> _Provided entries_:

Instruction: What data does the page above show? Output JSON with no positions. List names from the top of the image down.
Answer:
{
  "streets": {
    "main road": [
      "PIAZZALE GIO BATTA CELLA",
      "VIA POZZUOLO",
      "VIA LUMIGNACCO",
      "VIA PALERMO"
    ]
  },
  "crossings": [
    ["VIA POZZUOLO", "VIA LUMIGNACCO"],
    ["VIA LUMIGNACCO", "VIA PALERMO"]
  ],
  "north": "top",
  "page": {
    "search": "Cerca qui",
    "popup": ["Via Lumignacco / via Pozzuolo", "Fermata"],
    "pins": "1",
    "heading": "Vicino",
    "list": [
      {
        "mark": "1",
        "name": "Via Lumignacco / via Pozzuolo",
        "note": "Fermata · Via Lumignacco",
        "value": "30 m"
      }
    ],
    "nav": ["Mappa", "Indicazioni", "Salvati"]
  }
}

> _What to work on_:
All entries given above are to be printed again exactly.

> _Output_:
Instruction: What data does the page above show? Output JSON with no positions. List names from the top of the image down.
Answer:
{
  "streets": {
    "main road": [
      "PIAZZALE GIO BATTA CELLA",
      "VIA POZZUOLO",
      "VIA LUMIGNACCO",
      "VIA PALERMO"
    ]
  },
  "crossings": [
    ["VIA POZZUOLO", "VIA LUMIGNACCO"],
    ["VIA LUMIGNACCO", "VIA PALERMO"]
  ],
  "north": "top",
  "page": {
    "search": "Cerca qui",
    "popup": ["Via Lumignacco / via Pozzuolo", "Fermata"],
    "pins": "1",
    "heading": "Vicino",
    "list": [
      {
        "mark": "1",
        "name": "Via Lumignacco / via Pozzuolo",
        "note": "Fermata · Via Lumignacco",
        "value": "30 m"
      }
    ],
    "nav": ["Mappa", "Indicazioni", "Salvati"]
  }
}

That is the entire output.